Not so, the owner said. Thanks to revenue generated during the playoffs, the Angels, after paying into baseball’s revenue-sharing program and the club’s debt service, actually cleared a profit that Moreno would not specify but is believed to be in the $2-million range.

The decisions to let Lackey and Figgins walk were based not on dollars, he said, but on age and contract length, concerns about their long-term health and the availability of cheaper but attractive alternatives.

Moreno would not go into detail about those negotiations, but a source familiar with the talks but not authorized to speak publicly said the Angels offered Lackey four years and $60 million and Figgins four years and $32 million.

Lackey, who was 11-8 with a 3.83 earned-run average last season, turned 31 in October and missed the first six weeks of the 2008 and 2009 seasons because of elbow injuries, causing some in the organization to consider him a long-term health risk. In fact, Lackey’s deal with Boston includes a 2015 club option at major league minimum salary if he misses significant time from 2010 to 2014 because of surgery for a preexisting elbow injury.
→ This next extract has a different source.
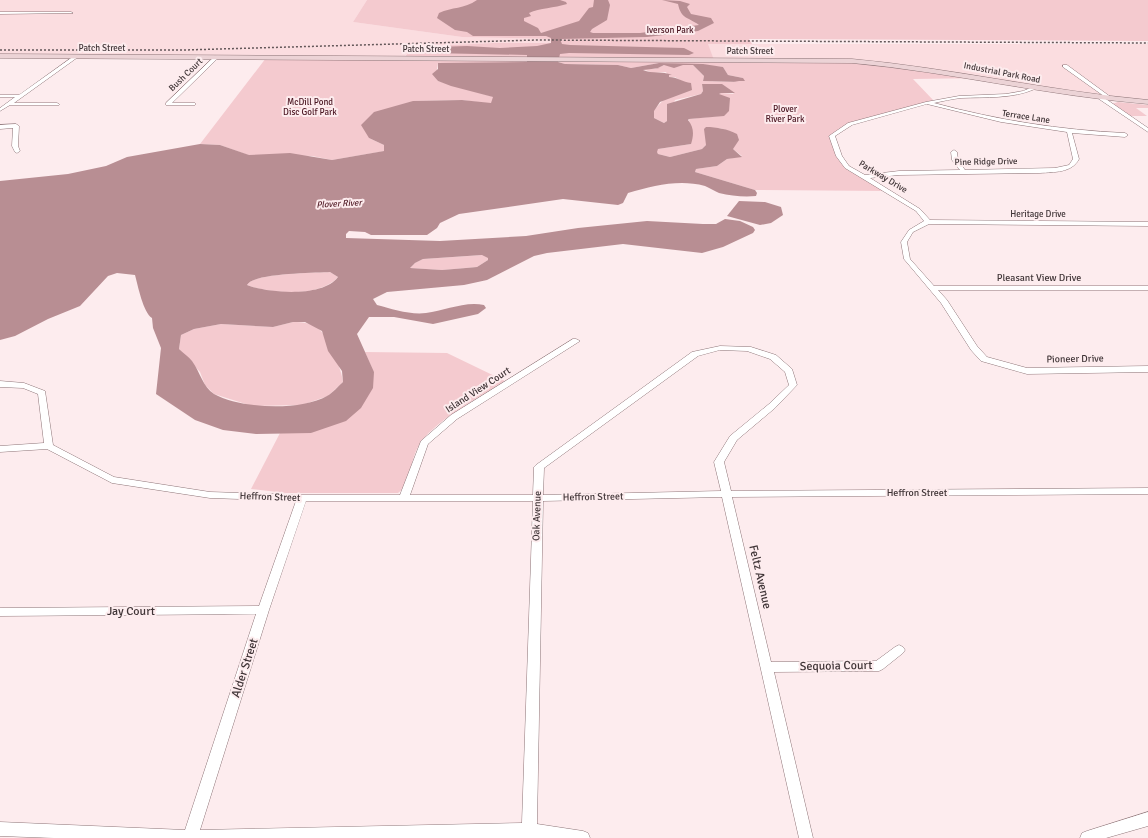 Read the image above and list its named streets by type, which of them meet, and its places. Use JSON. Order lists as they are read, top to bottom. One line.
{"streets":{"street":["Patch Street","Industrial Park Road","Bush Court","Terrace Lane","Pine Ridge Drive","Parkway Drive","Heritage Drive","Pleasant View Drive","Pioneer Drive","Island View Court","Heffron Street","Oak Avenue","Feltz Avenue","Jay Court","Sequoia Court","Alder Street"]},"crossings":[["Patch Street","Industrial Park Road"],["Patch Street","Bush Court"],["Industrial Park Road","Parkway Drive"],["Terrace Lane","Pine Ridge Drive"],["Terrace Lane","Parkway Drive"],["Pine Ridge Drive","Parkway Drive"],["Parkway Drive","Heritage Drive"],["Pleasant View Drive","Pioneer Drive"],["Island View Court","Heffron Street"],["Heffron Street","Oak Avenue"],["Heffron Street","Feltz Avenue"],["Heffron Street","Alder Street"],["Oak Avenue","Feltz Avenue"],["Feltz Avenue","Sequoia Court"],["Jay Court","Alder Street"]],"water":["Plover River"],"parks":["Iverson Park","McDill Pond Disc Golf Park","Plover River Park"]} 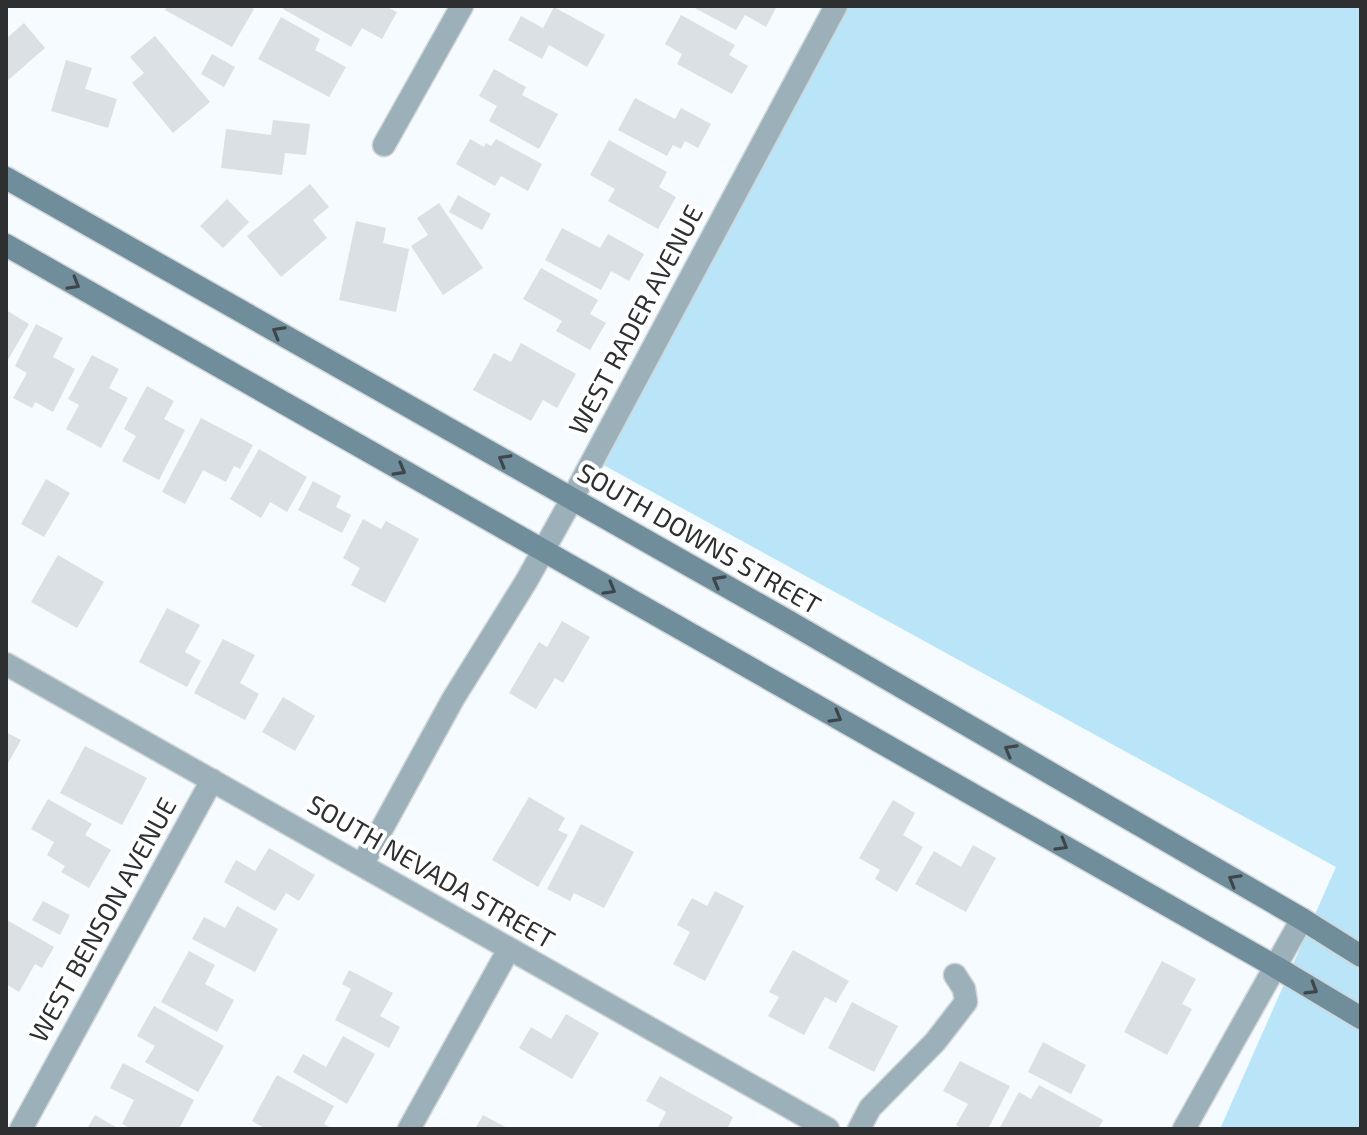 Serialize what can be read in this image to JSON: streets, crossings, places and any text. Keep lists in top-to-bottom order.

Figgins, who hit .298 with a .395 on-base percentage and scored 114 runs last season but relies primarily on speed, turned 32 in January, and his deal with the Mariners includes a fifth-year option that vests only after 600 plate appearances in 2014.

“It’s never been about the money. It’s about what Mike and the coaches say, about what Tony and the scouts say,” Moreno said, referring to Manager Mike Scioscia and General Manager Tony Reagins. “Then you look at the team. Are we getting old? And because of this age, what will we have to do?”

The Angels used the money they saved on Lackey and Figgins to sign designated hitter Hideki Matsui (one year, $6 million), pitcher Joel Pineiro (two years, $16 million) and reliever Fernando Rodney (two years, $11 million) and re-sign Bobby Abreu (two years, $19 million). The payroll is about $113 million.

And they are still considered favorites to win the division.

“I bought a business, and I’m investing money into it,” Moreno said. “If I believe it’s the proper investment, I’m going to make it. If I’m not going to get a return, I’m not going to make it.”